恋宿~イケメン支配人に恋して~
「……余計な話、したな。若者相手に語りたがるなんて、俺もおっさんになった証だ」
千冬さんはそう笑いながら立ち上がると、肩にかけてあったブランケットをそっと私の肩にかける。
「これ、ありがとな。お前も体冷やす前に向こう戻れよ」
面と向かって言われるお礼に、少し照れてしまう。その照れを隠すように視線を下に向けると、足元には千冬さんの黒い革靴が光る。

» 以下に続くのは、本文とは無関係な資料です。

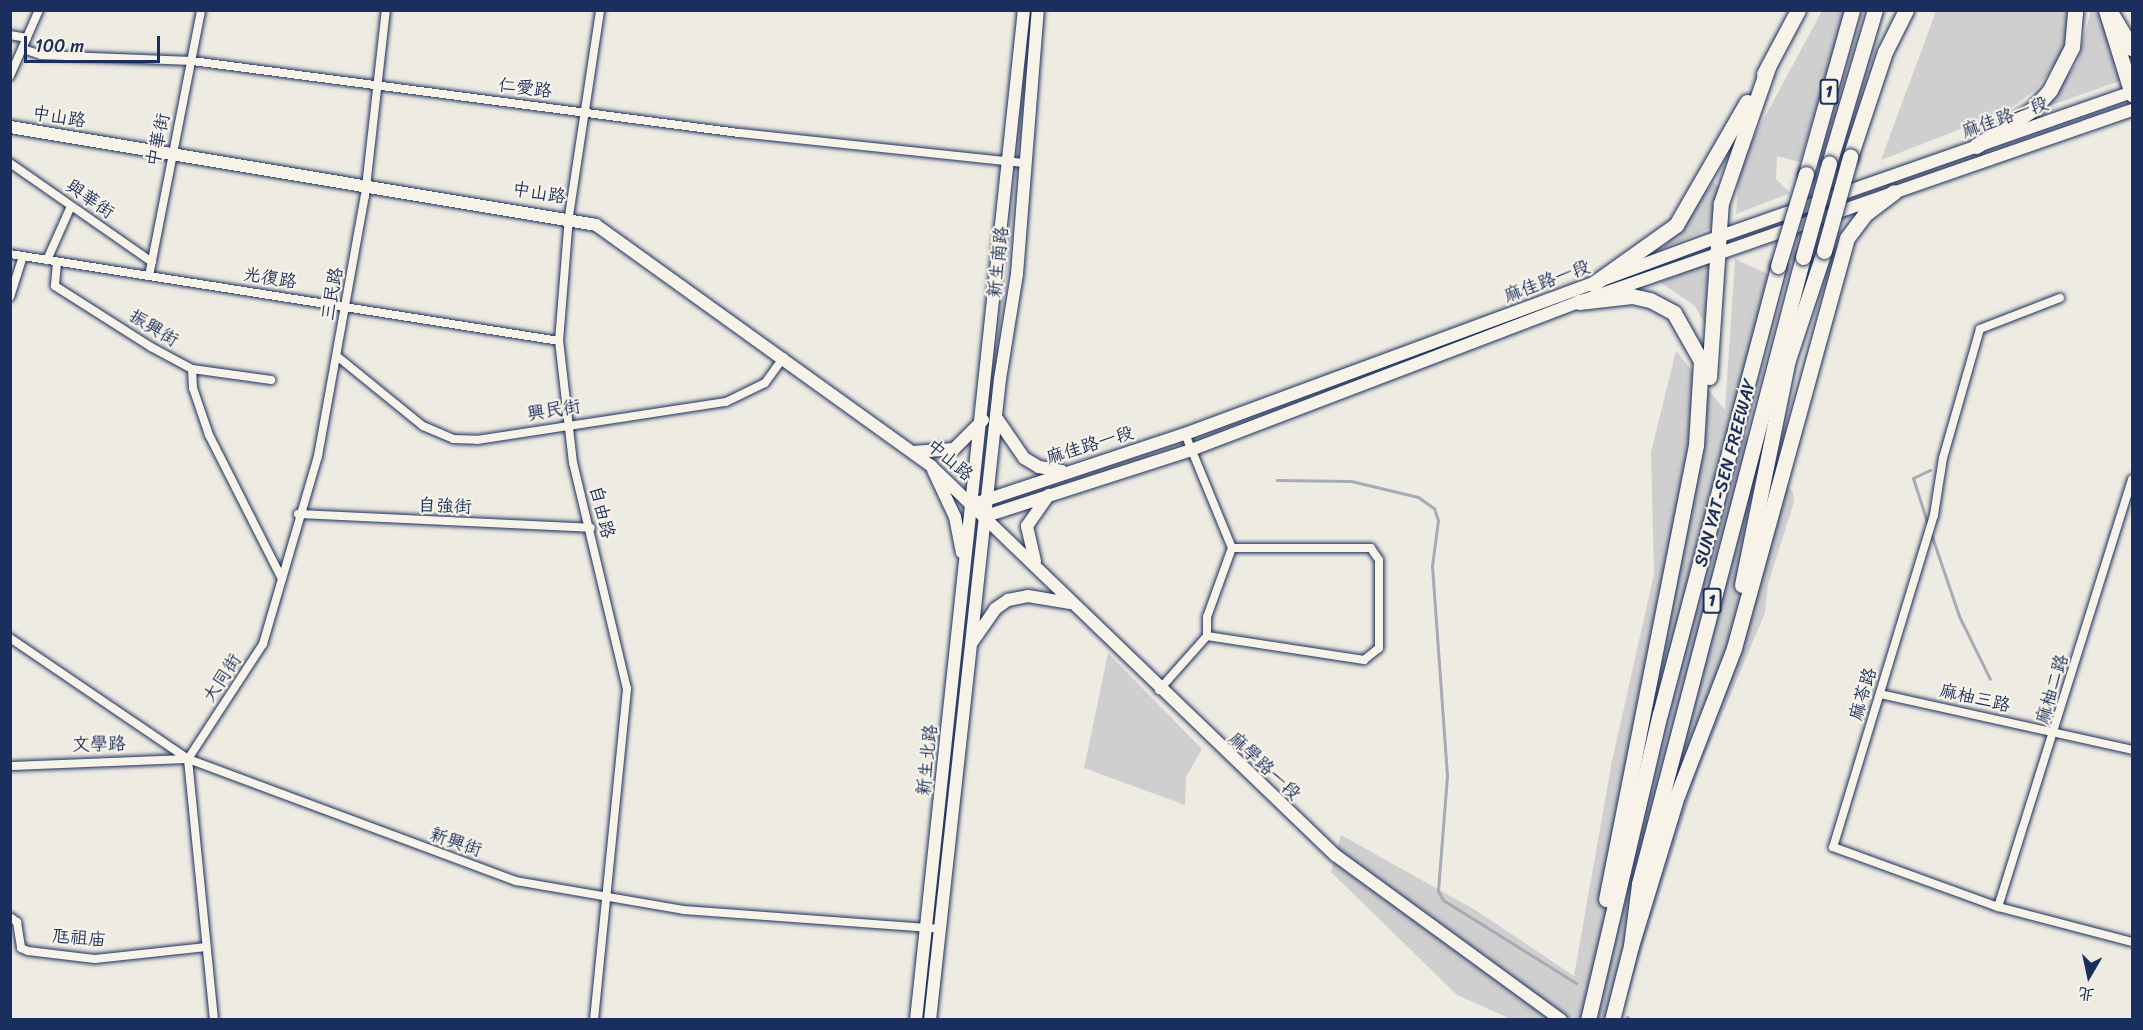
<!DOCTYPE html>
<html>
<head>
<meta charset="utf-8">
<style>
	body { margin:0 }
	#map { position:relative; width:2143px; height:1030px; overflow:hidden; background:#eeebe2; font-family:Sriracha,"LXGW WenKai TC",sans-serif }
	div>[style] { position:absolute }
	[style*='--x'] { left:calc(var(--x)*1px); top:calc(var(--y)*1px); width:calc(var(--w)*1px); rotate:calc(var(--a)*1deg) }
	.green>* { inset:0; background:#cfcfcf }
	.stream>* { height:3px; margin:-1.5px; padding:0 1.5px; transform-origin:1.5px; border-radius:1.5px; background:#a6abb5 }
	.roads { filter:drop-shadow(0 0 2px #1b2f5e) drop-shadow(0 0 2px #1b2f5e) }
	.minor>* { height:8px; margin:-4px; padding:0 4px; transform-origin:4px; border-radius:4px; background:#f7f3e8 }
	.secondary>* { height:12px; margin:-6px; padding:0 6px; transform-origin:6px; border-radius:6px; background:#f7f3e8 }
	.motorway>* { height:15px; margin:-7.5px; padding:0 7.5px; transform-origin:7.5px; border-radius:7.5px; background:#f7f3e8 }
	.bridges { filter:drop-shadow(0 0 2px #1b2f5e) drop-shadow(0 0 2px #1b2f5e) }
	.motorway-bridge>* { height:15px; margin:-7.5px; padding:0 7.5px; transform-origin:7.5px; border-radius:7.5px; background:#f7f3e8 }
	span { translate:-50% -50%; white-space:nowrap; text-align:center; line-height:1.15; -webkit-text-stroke:4.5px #f7f3e8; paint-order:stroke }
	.shield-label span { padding:2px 4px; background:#f7f3e8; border:2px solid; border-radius:4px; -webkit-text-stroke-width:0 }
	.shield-label { font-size:16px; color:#1b2f5e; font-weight:700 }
	.street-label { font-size:18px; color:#1b2f5e }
	.frame { position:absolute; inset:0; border:12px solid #1b2f5e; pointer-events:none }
	.north { position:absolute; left:2059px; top:946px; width:60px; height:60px; -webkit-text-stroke:4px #f7f3e8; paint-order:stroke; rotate:189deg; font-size:16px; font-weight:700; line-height:24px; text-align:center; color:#1b2f5e }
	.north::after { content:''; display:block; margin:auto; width:21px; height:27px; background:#1b2f5e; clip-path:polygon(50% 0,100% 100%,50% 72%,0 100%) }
	.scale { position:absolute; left:24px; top:36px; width:136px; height:27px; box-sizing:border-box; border:3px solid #1b2f5e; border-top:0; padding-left:8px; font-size:18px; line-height:21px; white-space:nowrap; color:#1b2f5e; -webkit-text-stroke:4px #f7f3e8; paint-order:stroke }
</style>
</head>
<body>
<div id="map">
	<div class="green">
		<div style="clip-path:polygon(1822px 11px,1845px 11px,1800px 162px,1777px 156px,1776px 179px,1790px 193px,1736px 214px,1740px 163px)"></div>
		<div style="clip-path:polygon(1936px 11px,2071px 11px,2068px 47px,2035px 90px,2007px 111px,1881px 160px)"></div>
		<div style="clip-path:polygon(2091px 11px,2105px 11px,2128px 78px,2015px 118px,2053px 93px,2077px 64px)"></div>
		<div style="clip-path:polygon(1713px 182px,1721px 189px,1722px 223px,1662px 249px)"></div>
		<div style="clip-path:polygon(1721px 258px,1707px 328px,1695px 306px,1660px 282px)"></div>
		<div style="clip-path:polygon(1735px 259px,1770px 275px,1731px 418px,1793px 492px,1794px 502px,1768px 584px,1765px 613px,1699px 769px,1620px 1019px,1511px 1019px,1457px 995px,1331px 872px,1341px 835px,1477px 911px,1574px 976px,1612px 761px,1654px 574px,1651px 452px,1676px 351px,1725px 410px)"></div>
		<div style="clip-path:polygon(1108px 653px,1202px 749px,1186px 777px,1185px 805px,1084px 768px)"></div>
	</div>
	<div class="stream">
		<div style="--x:1277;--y:480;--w:74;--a:0.8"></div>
		<div style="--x:1351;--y:481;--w:69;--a:13.4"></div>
		<div style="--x:1418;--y:497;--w:19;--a:35"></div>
		<div style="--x:1434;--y:508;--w:13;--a:72"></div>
		<div style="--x:1438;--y:520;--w:46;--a:97.4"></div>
		<div style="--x:1432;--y:566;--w:211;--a:85.9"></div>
		<div style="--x:1447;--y:776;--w:115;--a:94.5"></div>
		<div style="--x:1438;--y:891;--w:10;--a:61"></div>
		<div style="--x:1443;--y:900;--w:157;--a:32"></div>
		<div style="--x:1928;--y:525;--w:49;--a:-107.7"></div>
		<div style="--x:1913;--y:478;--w:19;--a:-25"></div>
		<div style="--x:1931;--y:534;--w:87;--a:71.1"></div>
		<div style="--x:1959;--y:616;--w:70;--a:63.8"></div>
		<div style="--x:1627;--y:1017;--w:5;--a:37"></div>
	</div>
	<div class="roads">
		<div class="minor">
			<div style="--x:10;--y:35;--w:17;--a:10"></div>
			<div style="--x:23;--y:49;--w:19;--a:18"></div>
			<div style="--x:41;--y:55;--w:151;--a:2.3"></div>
			<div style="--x:192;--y:61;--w:552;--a:7.5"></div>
			<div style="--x:739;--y:133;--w:287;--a:6"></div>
			<div style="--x:10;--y:76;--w:72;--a:-66.3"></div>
			<div style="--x:10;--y:163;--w:173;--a:34.9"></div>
			<div style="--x:10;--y:254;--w:556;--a:9"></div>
			<div style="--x:47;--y:260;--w:59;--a:-66"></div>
			<div style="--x:57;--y:262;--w:24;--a:95"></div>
			<div style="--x:55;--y:286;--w:114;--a:32.4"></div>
			<div style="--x:151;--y:347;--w:47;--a:28.2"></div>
			<div style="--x:192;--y:369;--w:80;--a:7.9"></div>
			<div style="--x:149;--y:276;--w:271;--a:-78.9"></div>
			<div style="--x:10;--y:297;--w:43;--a:-72.4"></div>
			<div style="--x:2060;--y:298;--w:86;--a:158.8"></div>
			<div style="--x:1980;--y:329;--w:134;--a:106"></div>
			<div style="--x:1943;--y:458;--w:58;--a:99"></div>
			<div style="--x:1934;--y:515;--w:347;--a:106.9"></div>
			<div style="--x:1833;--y:847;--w:176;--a:20"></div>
			<div style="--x:1998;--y:907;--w:138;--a:14.6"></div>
			<div style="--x:338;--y:357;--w:109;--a:39.1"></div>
			<div style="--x:423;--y:426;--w:33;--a:23"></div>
			<div style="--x:453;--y:439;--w:24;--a:2"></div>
			<div style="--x:477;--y:440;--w:252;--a:-8.7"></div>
			<div style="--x:726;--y:402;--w:43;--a:-26"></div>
			<div style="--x:765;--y:383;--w:32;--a:-54"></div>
			<div style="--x:192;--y:369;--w:19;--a:87"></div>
			<div style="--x:193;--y:388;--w:50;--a:71.2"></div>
			<div style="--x:209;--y:435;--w:159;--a:63.1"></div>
			<div style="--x:298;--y:514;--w:293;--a:2.7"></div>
			<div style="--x:1207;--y:636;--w:159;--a:8.7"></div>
			<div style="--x:1364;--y:660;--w:19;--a:-39"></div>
			<div style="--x:1379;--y:648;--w:88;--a:-90"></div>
			<div style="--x:1379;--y:560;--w:14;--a:-124"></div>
			<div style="--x:1371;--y:548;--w:139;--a:180"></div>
			<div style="--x:10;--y:638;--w:215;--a:34.2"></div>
			<div style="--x:188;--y:759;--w:350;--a:20.4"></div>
			<div style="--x:516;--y:881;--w:170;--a:9.8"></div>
			<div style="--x:684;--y:910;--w:257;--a:4.2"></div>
			<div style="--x:1159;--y:690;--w:72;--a:-48.4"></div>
			<div style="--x:1207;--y:636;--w:19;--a:-90"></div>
			<div style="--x:1207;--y:617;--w:73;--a:-70.1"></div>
			<div style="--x:1232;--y:548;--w:123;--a:-112.4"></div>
			<div style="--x:1880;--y:694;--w:258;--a:12.5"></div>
			<div style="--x:10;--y:766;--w:178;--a:-2.3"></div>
			<div style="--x:1998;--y:907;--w:448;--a:-72.6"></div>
			<div style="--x:10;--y:917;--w:9;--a:36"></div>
			<div style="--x:17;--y:922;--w:26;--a:81"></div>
			<div style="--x:21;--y:948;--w:8;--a:23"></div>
			<div style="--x:28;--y:951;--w:67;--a:6.8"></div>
			<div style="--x:95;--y:959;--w:112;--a:-6.2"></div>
			<div style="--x:214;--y:1020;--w:262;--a:-95.7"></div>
			<div style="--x:188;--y:759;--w:137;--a:-56.9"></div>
			<div style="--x:263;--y:644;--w:196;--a:-73.7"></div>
			<div style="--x:318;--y:456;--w:264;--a:-79.8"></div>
			<div style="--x:365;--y:196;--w:187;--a:-83.6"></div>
			<div style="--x:594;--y:1020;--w:333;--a:-84.3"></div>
			<div style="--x:627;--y:689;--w:232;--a:-103.4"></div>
			<div style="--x:573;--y:463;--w:123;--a:-96.5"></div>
			<div style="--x:559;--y:341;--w:125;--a:-85.4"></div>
			<div style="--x:569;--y:216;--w:208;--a:-81.4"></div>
		</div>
		<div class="secondary">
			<div style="--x:10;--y:127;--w:594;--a:9.49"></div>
			<div style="--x:596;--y:225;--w:413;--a:35.7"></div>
			<div style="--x:931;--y:466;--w:561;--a:43.92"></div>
			<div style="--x:1335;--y:855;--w:280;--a:36.1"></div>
			<div style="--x:998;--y:420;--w:46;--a:55.6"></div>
			<div style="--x:1024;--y:458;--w:17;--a:31"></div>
			<div style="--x:1039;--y:467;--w:23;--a:10"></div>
			<div style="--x:913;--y:452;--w:41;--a:-4.2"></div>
			<div style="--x:954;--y:449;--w:41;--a:-45"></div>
			<div style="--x:933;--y:470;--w:52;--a:64.9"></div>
			<div style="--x:955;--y:517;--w:36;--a:79"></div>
			<div style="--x:974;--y:504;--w:222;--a:-18.4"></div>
			<div style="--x:1185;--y:434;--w:568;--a:-20.28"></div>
			<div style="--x:1718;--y:237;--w:439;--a:-19.3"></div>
			<div style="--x:986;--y:516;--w:215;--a:-17.8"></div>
			<div style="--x:1191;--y:450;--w:415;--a:-20.9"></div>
			<div style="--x:1579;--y:302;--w:585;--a:-19.15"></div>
			<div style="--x:1035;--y:561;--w:36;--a:-103"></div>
			<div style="--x:1027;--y:526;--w:38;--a:-55"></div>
			<div style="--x:973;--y:641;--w:39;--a:-55"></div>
			<div style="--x:995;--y:609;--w:16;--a:-35"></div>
			<div style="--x:1008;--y:600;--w:20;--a:-11"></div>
			<div style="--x:1028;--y:596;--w:43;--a:9.5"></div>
			<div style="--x:916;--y:1020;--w:1016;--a:-83.9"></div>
			<div style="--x:930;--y:1020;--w:645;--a:-83.77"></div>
			<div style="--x:1000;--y:379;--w:106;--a:-80.8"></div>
			<div style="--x:1017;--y:274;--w:265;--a:-85.5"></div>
		</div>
		<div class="motorway">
			<div style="--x:2106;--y:10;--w:88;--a:72.8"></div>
			<div style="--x:2112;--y:15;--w:39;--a:59"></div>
			<div style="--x:1764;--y:74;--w:72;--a:-62"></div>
			<div style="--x:1976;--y:146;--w:68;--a:-33"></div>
			<div style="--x:2033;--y:109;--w:25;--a:-48"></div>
			<div style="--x:2050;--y:90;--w:48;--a:-62.9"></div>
			<div style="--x:2072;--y:47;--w:37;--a:-85"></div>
			<div style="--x:1850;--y:157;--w:111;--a:-71.6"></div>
			<div style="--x:1885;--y:52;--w:47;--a:-63.4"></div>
			<div style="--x:1829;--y:164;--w:161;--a:-73.4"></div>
			<div style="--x:1806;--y:174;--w:170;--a:-74.3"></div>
			<div style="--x:1593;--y:284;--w:102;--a:-35.4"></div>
			<div style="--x:1676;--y:225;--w:142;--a:-60"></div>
			<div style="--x:1579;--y:302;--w:53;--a:-6.5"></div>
			<div style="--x:1632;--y:296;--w:18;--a:13"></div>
			<div style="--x:1650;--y:300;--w:27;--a:28"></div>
			<div style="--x:1674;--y:313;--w:55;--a:60.6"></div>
			<div style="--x:1701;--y:361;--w:84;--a:93.4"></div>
			<div style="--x:1696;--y:445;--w:463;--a:101.2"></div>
			<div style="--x:1709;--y:377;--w:174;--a:-86.1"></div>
			<div style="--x:1721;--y:203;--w:144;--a:-70.9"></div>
			<div style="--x:1742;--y:585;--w:227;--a:-78.5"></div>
			<div style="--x:1787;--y:363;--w:118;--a:-71.7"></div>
			<div style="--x:1631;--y:946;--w:157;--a:-73"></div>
			<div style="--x:1677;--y:796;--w:159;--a:-68.9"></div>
			<div style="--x:1734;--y:648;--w:425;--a:-74.6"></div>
			<div style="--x:1847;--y:238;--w:30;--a:-53"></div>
			<div style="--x:1865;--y:214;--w:36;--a:-37"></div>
			<div style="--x:1588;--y:1020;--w:314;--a:-76.8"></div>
			<div style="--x:1660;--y:714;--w:463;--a:-75.2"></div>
			<div style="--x:1612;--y:1020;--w:76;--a:-75.6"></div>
			<div style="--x:1631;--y:946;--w:63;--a:-82.6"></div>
			<div style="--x:1639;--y:884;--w:648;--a:-75.34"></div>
		</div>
	</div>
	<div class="bridges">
		<div class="motorway-bridge">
			<div style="--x:1824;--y:251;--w:98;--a:-74.5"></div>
			<div style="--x:1803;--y:257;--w:97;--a:-74.4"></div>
			<div style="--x:1778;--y:266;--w:96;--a:-73.1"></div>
		</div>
	</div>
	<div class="shield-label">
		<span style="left:1829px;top:92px">1</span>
		<span style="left:1712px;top:601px">1</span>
	</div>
	<div class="street-label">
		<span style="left:525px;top:88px;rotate:7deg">仁愛路</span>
		<span style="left:59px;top:117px;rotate:9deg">中山路</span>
		<span style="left:2005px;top:117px;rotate:-19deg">麻佳路一段</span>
		<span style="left:158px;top:140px;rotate:-78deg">中華街</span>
		<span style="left:539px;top:193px;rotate:9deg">中山路</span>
		<span style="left:90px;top:199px;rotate:35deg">與華街</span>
		<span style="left:998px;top:262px;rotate:-84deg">新生南路</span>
		<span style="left:270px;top:278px;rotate:9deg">光復路</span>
		<span style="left:1547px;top:281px;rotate:-20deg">麻佳路一段</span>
		<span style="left:332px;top:294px;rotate:-80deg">三民路</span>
		<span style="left:154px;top:328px;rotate:31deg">振興街</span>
		<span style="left:554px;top:410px;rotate:-9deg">興民街</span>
		<span style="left:1090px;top:445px;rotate:-17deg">麻佳路一段</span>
		<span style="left:950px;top:460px;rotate:40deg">中山路</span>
		<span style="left:1725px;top:473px;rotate:-75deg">SUN YAT-SEN FREEWAY</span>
		<span style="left:445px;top:506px;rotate:2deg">自強街</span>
		<span style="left:602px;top:512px;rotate:76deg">自由路</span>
		<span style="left:222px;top:678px;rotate:-57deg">大同街</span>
		<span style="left:2052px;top:689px;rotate:-73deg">麻柚二路</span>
		<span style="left:1863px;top:694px;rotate:-73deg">麻苓路</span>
		<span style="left:1975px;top:698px;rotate:13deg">麻柚三路</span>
		<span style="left:99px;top:744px;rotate:-1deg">文學路</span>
		<span style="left:927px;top:760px;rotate:-84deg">新生北路</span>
		<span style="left:1265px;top:766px;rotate:43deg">麻學路一段</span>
		<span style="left:456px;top:842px;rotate:19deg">新興街</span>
		<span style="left:79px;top:938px;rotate:5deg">尫祖庙</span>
	</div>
	<div class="frame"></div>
	<div class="north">北</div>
	<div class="scale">100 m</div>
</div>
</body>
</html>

「あと、余計なお世話かもしれないけど、元彼と今無理に連絡取る必要はないと思う。けど、落ち着いてしっかり考えて、後悔しない方を選べよ」
「え……?」
「自分にも非があるとわかっているなら、やり直す道だってありだろ」
そして私の肩をぽん、と叩くと彼はその場を後にした。
……後悔、しない方を。
どうしてだろう。話す度、彼はいつも私が思いつきもしなかった道を拓いてくれる。
しっかりと考えよう。自分の心と向き合って、後悔をしない道を選ぶ。
手元の携帯は電源が入っただけで、まだ前には進めていない。だけど、不思議と軽くなった心に携帯をぎゅっと抱き締めた。